## The problem
The required answer is each line in the entries below where "canvas" occurs.

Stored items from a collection
━━━

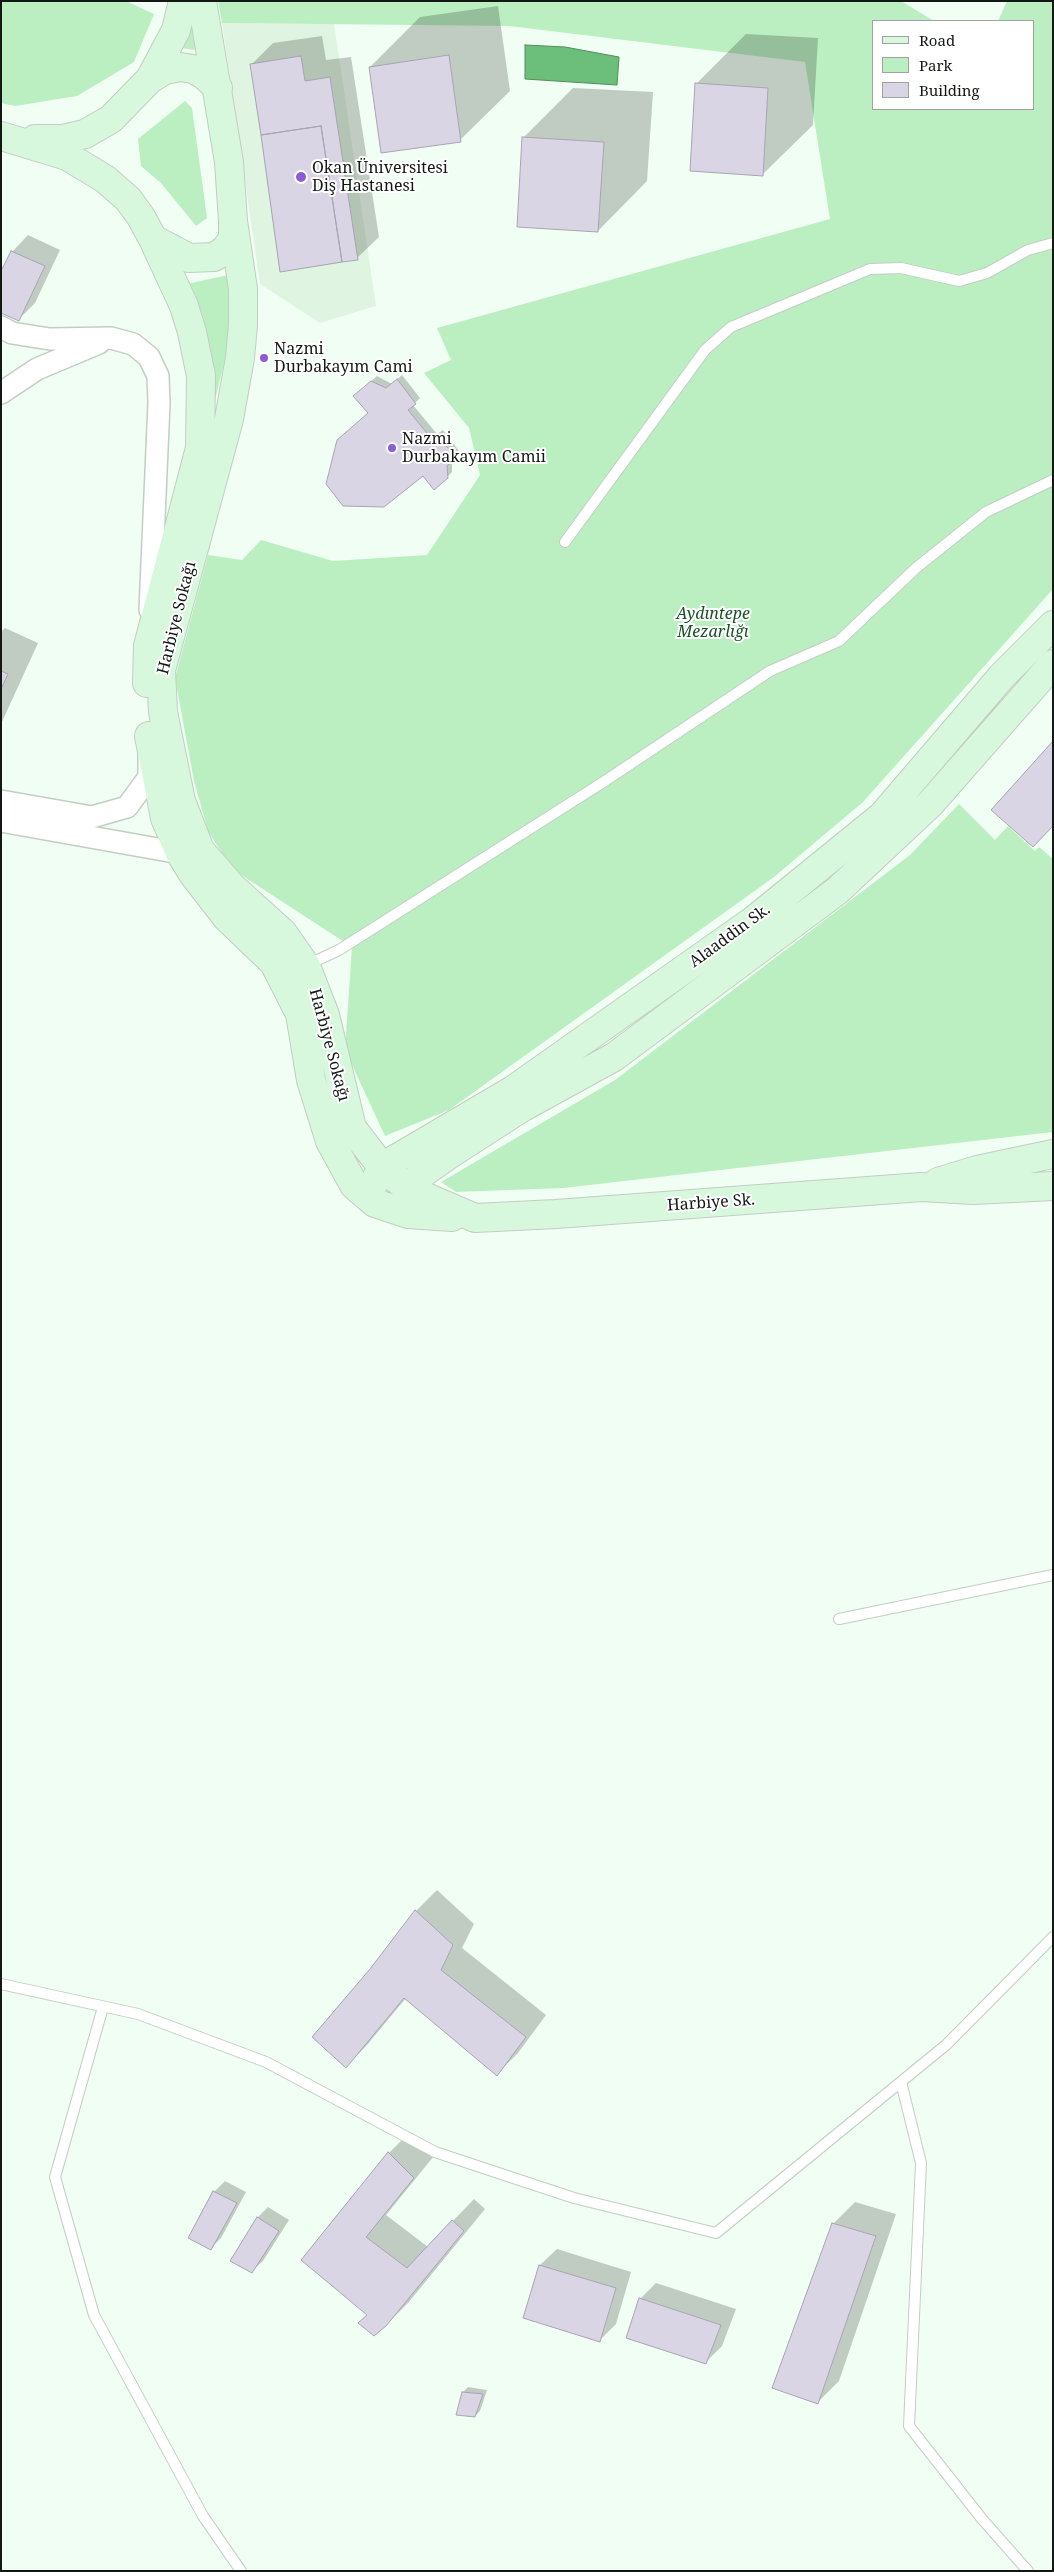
<!DOCTYPE html>
<html>
<head>
<meta charset="utf-8">
<style>
  body { margin:0 }
  #map { position:relative; width:1054px; height:2572px; overflow:hidden; background:#f1fef3; font-family:"Noto Serif",serif }
  canvas { display:block }
  .frame { position:absolute; inset:0; border:2px solid #141814; pointer-events:none }
  .legend { position:absolute; left:872px; top:20px; width:162px; height:90px; box-sizing:border-box; background:#fff; border:1px solid #a1a3a1; margin:0; padding:6px 9px; list-style:none; font-size:15px; color:#141814 }
  .legend li { display:flex; align-items:center; gap:10px; height:25px }
  .legend b { width:25px; border:1px solid #a1a3a1 }
</style>
</head>
<body>
<div id="map">
<canvas width="1054" height="2572"></canvas>
<div class="frame"></div>
<ul class="legend">
<li><b style="height:6px;background:#d8f8de"></b>Road</li>
<li><b style="height:14px;background:#bbefc2"></b>Park</li>
<li><b style="height:14px;background:#d9d5e4"></b>Building</li>
</ul>
</div>
<script>
const g = document.querySelector('canvas').getContext('2d');
g.lineJoin = 'round';
function fillPath(path, color) {
  g.fillStyle = color;
  g.fill(path, 'evenodd');
}
function shape(rows) {
  const path = new Path2D();
  for (const r of rows) {
    path.moveTo(r[0], r[1]);
    for (let i = 2; i < r.length; i += 2) path.lineTo(r[i], r[i + 1]);
  }
  return path;
}
function strokePath(path, color, width, dash) {
  g.strokeStyle = color;
  g.lineWidth = width;
  g.lineCap = dash ? 'butt' : 'round';
  g.setLineDash(dash || []);
  g.stroke(path);
}
function label(font, color, halo, rows, align = 'center') {
  g.font = font + ' "Noto Serif",serif';
  g.lineWidth = 4;
  g.setLineDash([]);
  g.textBaseline = 'middle';
  g.strokeStyle = halo;
  g.fillStyle = color;
  for (const [text, x, y, turn = 0] of rows) {
    g.save();
    g.translate(x, y);
    g.rotate((+turn || 0) * Math.PI / 180);
    g.textAlign = isNaN(turn) ? turn : align;
    if (halo) g.strokeText(text, 0, 0);
    g.fillText(text, 0, 0);
    g.restore();
  }
}
fillPath(shape([
  [222,23,334,24,376,306,320,323,260,284]
]), '#e0f4e2');
fillPath(shape([
  [1,1,126,1,154,14,134,62,77,96,15,106,1,103],
  [218,1,901,1,934,21,873,21,873,109,1033,109,1033,21,998,21,1007,1,1053,1,1053,589,863,802,774,877,449,1110,385,1136,345,1050,352,947,232,869,208,831,194,781,175,678,208,555,242,560,261,540,333,561,427,555,480,475,469,428,424,373,451,360,437,328,830,219,805,62,509,26,222,23],
  [196,14,204,51,180,48],
  [185,101,192,108,207,218,196,226,161,183,141,166,138,139],
  [228,275,228,347,212,412,210,349,203,316,187,284],
  [959,804,995,840,1008,826,1035,851,1039,847,1053,859,1053,1132,563,1188,456,1192,441,1182,615,1080,910,855]
]), '#bbefc2');
const water = shape([
  [525,45,565,47,619,57,617,85,525,79,525,45]
]);
fillPath(water, '#6cbf7a');
strokePath(water, '#528d5b', 1);
fillPath(shape([
  [498,6,510,91,460,140,370,67,420,17],
  [746,34,818,38,813,125,763,174,696,84],
  [322,36,326,60,351,57,379,237,357,258,251,65,273,43],
  [573,88,653,92,647,181,598,231,523,138],
  [28,235,60,250,35,303,19,319,12,252],
  [402,375,420,398,413,405,437,434,443,430,459,451,452,460,452,472,447,477,369,413,360,391,377,376,392,384],
  [5,628,38,643,1,724,1,632],
  [437,1890,474,1924,462,1948,546,2015,518,2053,497,2074,406,1998,367,2045,346,2067,371,1970,416,1911],
  [410,2132,434,2156,386,2215,428,2247,474,2199,485,2209,408,2303,386,2325,368,2315,303,2260,389,2153],
  [225,2181,246,2192,221,2238,211,2248,214,2192],
  [855,2202,896,2214,839,2381,818,2402,774,2388,834,2223],
  [268,2207,289,2220,263,2261,252,2271,231,2260,258,2217],
  [557,2249,631,2272,616,2324,600,2340,525,2317,540,2265],
  [656,2283,736,2309,722,2346,706,2362,640,2299],
  [468,2387,487,2390,480,2411,475,2416,463,2392]
]), '#0003');
const building = shape([
  [449,55,461,142,381,153,369,67,449,55],
  [301,56,305,81,330,77,358,260,342,262,321,126,261,135,250,64,301,56],
  [695,83,768,88,763,176,690,171,695,83],
  [321,126,342,262,280,272,261,135,321,126],
  [522,137,604,142,598,232,517,227,522,137],
  [11,251,45,266,19,321,1,313,1,271,11,251],
  [397,379,416,404,408,410,431,438,437,434,455,457,447,466,448,478,434,490,423,476,384,507,343,506,326,484,337,440,368,413,353,396,371,381,386,388,397,379],
  [1,671,8,674,1,689,1,671],
  [1053,741,1053,826,1033,847,991,810,1053,741],
  [415,1910,453,1945,441,1970,526,2037,497,2076,404,1998,346,2068,312,2037,370,1969,415,1910],
  [388,2152,414,2178,366,2237,407,2268,452,2220,464,2231,386,2326,374,2336,358,2323,367,2315,301,2260,388,2152],
  [213,2191,237,2203,211,2250,188,2238,213,2191],
  [257,2217,279,2231,252,2273,230,2261,257,2217],
  [832,2223,876,2236,818,2404,772,2388,832,2223],
  [539,2265,616,2288,600,2342,523,2318,539,2265],
  [639,2298,721,2325,706,2364,626,2338,639,2298],
  [462,2392,483,2394,475,2417,456,2415,462,2392]
]);
fillPath(building, '#d9d5e4');
strokePath(building, '#a8a4b2', 1);
const lane = shape([
  [565,542,705,350,731,327,870,269,901,268,959,281,987,273,1028,250,1053,243],
  [307,965,339,950,605,781,770,671,839,641,916,568,986,512,1053,480],
  [839,1619,1053,1575],
  [1,1984,138,2014,266,2062,435,2152,574,2198,716,2233,946,2045,1053,1937],
  [103,2007,55,2177,94,2315,203,2516,241,2571],
  [901,2082,921,2163,909,2426,982,2519,1028,2571]
]);
const street = shape([
  [1,327,12,333,50,339,111,338,133,344,149,357,158,376,159,403,150,610],
  [1,393,37,369,99,343],
  [1,801,92,817,127,807,149,777,149,755],
  [1,821,180,853]
]);
const secondary = shape([
  [202,1,229,162,233,221,243,289,243,325,240,358,229,419,161,670,163,712,181,801,200,850,232,887,283,933,306,966,325,1015,352,1128,382,1167,410,1190,475,1218,556,1214,922,1187,973,1190,1053,1186],
  [150,79,165,70,180,67,193,69,204,75,218,88],
  [1,136,67,156,105,179,128,199,141,217,153,239,184,306,192,332,201,376,200,448,148,646,147,683],
  [35,139,63,139,85,134,111,119,150,79,176,30,183,1],
  [153,239,189,258,214,257,225,250,233,238,233,222],
  [149,736,165,818,180,853,193,874,227,918,274,963,300,1014,311,1080,330,1141,354,1185,375,1203,408,1214,452,1217],
  [938,1182,977,1170,1053,1154],
  [374,1183,382,1167,513,1090,754,920,882,816,1002,676,1053,625],
  [410,1190,420,1175,450,1154,523,1107,614,1057,837,891,930,804,1053,664]
]);
strokePath(lane, '#c2cec3', 12);
strokePath(street, '#c2cec3', 24);
strokePath(secondary, '#c2cec3', 30);
strokePath(lane, '#fff', 10);
strokePath(street, '#fff', 21);
strokePath(secondary, '#d8f8de', 28);
for (const [x, y, r, color] of [
  [301,177,6,"#8c5cd5"],
  [264,358,5,"#8c5cd5"],
  [392,448,5,"#8c5cd5"]
]) {
  const dot = new Path2D();
  dot.arc(x, y, r, 0, 2 * Math.PI);
  g.fillStyle = color;
  g.fill(dot);
  strokePath(dot, '#fff', 2);
}
label('16px', '#141814', '#fff', [
  ["Okan Üniversitesi",312,168],
  ["Diş Hastanesi",312,186],
  ["Nazmi",274,349],
  ["Durbakayım Cami",274,367],
  ["Nazmi",402,439],
  ["Durbakayım Camii",402,457]
], 'left');
label('italic 16px', '#175225', '#fff', [
  ["Aydıntepe",713,614],
  ["Mezarlığı",713,632]
]);
label('16px', '#141814', '#fff', [
  ["Harbiye Sokağı",177,618,-76],
  ["Alaaddin Sk.",730,936,-36],
  ["Harbiye Sokağı",329,1045,75],
  ["Harbiye Sk.",711,1203,-4]
]);
</script>
</body>
</html>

━━━

## Solution for this task
  canvas { display:block }
<canvas width="1054" height="2572"></canvas>
const g = document.querySelector('canvas').getContext('2d');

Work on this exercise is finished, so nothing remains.